At first a few successes were achieved by the French commanders. Fort William Henry, with its small garrison, surrendered to Montcalm, and Abercrombie's expedition to Fort Ticonderoga was a disastrous failure. But the tide of battle soon turned.
The beginning of the end came in 1758. Louisbourg, the great fortress which France had made "The Gibraltar of the West," became a prize to the army and navy of Britain. New England soldiers formed a part of the investing force on land, and their record in the second capture of Louisbourg was something to be proud of. Fort Frontenac, on Lake Ontario, was taken, together with armed vessels and a great collection of stores and implements of war. Fort Duquesne, a strongly fortified post of the French, whose site is now covered by the great manufacturing city of Pittsburgh, surrendered to a British force. For many years after it was known as Fort Pitt, so called in honor of the great minister under whose compelling influence the war against France had become so mighty a success.
In 1759, General Wolfe, who had been the leading spirit in the siege of Louisbourg, was placed in command of an expedition for the capture of Quebec. Next after Louisbourg, Quebec was by nature and military art the strongest place in North America. The tragic story of the capture of Quebec has been so often told that it is not necessary for us to repeat it here.
Of the long, impatient watch by Wolfe, from the English fleet, for opportunity to disembark his small army, drifting with the tides of the St.
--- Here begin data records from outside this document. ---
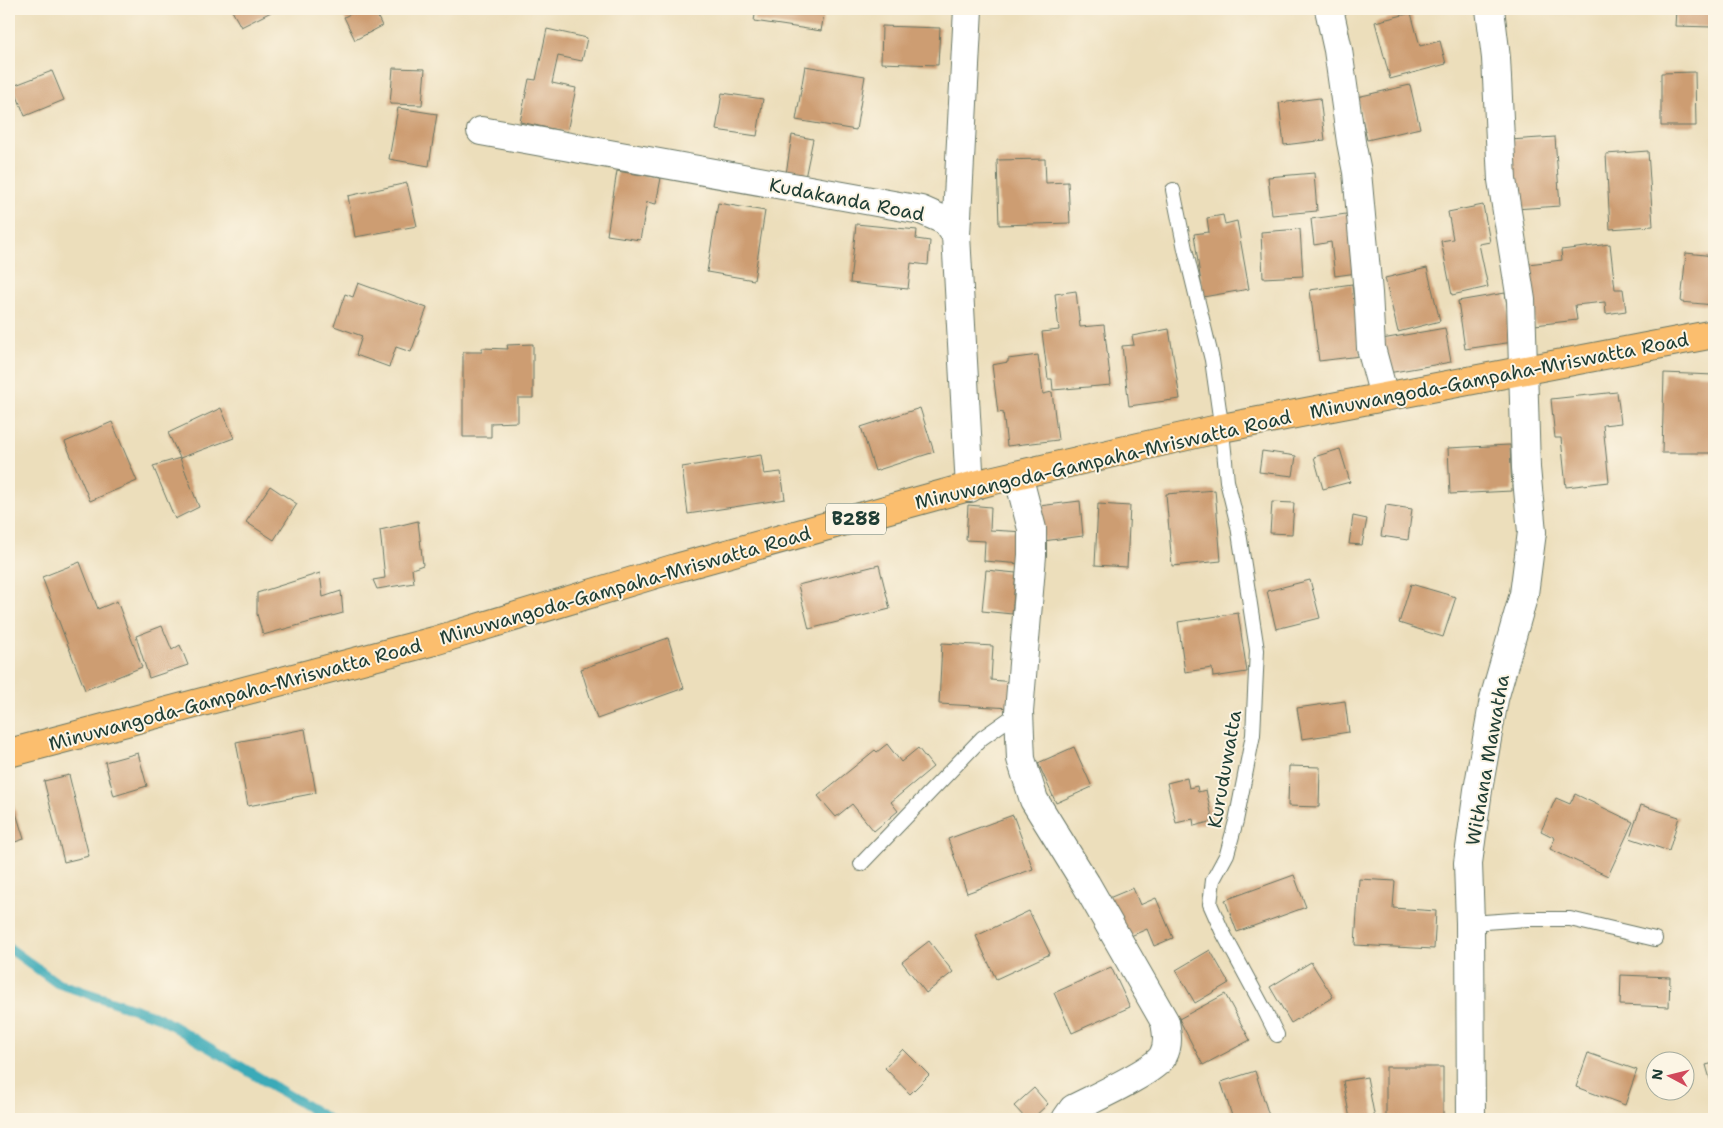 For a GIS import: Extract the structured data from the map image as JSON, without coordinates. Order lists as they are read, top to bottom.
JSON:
{
  "streets": {
    "main road": ["Minuwangoda-Gampaha-Mriswatta Road", "B288"],
    "street": ["Kudakanda Road", "Withana Mawatha"],
    "lane": ["Kuruduwatta"]
  },
  "crossings": [
    ["Minuwangoda-Gampaha-Mriswatta Road", "Withana Mawatha"],
    ["Minuwangoda-Gampaha-Mriswatta Road", "Kuruduwatta"]
  ],
  "north": "left"
}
Lawrence, passing and repassing the formidable citadel, the stealthy midnight landing at the base of a mighty cliff, the hard climb of armed men up the wooded height, and the assembly, in early morning mist, on the Plains of Abraham, are not for us to write of here. In the glowing pages of Parkman all this is so thrillingly described that we need not say more of the most dramatic and most pathetic story in all American history, than that Quebec fell, and with it, in short time, fell the whole power of France in North America.
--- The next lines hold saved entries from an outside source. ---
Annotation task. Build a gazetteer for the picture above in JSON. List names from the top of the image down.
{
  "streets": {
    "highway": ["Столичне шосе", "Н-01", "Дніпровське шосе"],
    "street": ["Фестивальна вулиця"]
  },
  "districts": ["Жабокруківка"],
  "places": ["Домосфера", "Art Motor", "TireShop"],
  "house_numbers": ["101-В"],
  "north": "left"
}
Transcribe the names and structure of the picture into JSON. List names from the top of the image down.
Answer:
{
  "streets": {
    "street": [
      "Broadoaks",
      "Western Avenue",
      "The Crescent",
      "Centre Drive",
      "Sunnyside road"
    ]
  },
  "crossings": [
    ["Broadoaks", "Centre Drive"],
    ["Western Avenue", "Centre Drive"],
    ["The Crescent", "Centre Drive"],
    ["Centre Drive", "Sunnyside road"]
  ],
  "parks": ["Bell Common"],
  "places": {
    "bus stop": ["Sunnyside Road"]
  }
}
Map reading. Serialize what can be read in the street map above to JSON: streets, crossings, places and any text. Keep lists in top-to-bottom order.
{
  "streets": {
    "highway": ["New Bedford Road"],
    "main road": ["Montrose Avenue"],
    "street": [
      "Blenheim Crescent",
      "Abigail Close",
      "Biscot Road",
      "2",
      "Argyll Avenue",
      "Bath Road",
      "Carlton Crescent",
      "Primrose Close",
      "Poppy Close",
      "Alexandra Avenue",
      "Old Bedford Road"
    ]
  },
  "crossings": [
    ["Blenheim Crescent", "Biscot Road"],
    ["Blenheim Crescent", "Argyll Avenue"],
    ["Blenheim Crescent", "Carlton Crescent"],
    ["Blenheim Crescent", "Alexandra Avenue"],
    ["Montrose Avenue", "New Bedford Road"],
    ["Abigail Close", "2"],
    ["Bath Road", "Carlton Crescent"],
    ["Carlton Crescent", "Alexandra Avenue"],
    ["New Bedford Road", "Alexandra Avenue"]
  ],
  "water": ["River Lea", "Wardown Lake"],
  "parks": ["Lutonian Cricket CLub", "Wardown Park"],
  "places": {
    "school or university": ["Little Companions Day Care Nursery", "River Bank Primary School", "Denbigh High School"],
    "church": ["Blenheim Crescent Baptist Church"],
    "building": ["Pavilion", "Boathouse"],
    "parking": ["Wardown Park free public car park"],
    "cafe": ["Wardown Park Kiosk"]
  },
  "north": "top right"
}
In the following year (September 8, 1760), Montreal, the last stronghold of the French in Canada, capitulated to Sir Jeffrey Amherst, who had ascended the St. Lawrence with a force of about 10,000 men, comprising British regiments of the line artillery, rangers and provincial regiments from New York, New Jersey and Connecticut. The provincial contingent numbered above four thousand.
With the fall of Montreal the seven years' fight for supremacy was ended.
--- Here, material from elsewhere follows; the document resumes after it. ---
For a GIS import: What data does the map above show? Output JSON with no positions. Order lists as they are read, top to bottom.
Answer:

Such a defeat to proud France was a bitter experience, and definite settlement of the terms of peace, which Great Britain was able to dictate, was not made until, on the 10th of February, 1763, the treaty of Paris was signed.
By this treaty to Great Britain was ceded all Canada, Nova Scotia, Cape Breton and the West India Islands of Dominica, St. Vincent, Tobago and Grenada. Minorca was restored to Great Britain, and to her also was given the French possession of Senegal in Western Africa. In India, where the French had obtained considerable influence, France was bound by this treaty to raise no fortifications and to keep no military force in Bengal. To remove the annoyance which Florida had long been to the contiguous English colonies, that province of Spain was transferred to the English in exchange for Havana, which had been only recently wrested from the occupation of Spain by the brilliant victory of Pocock and Albamarle.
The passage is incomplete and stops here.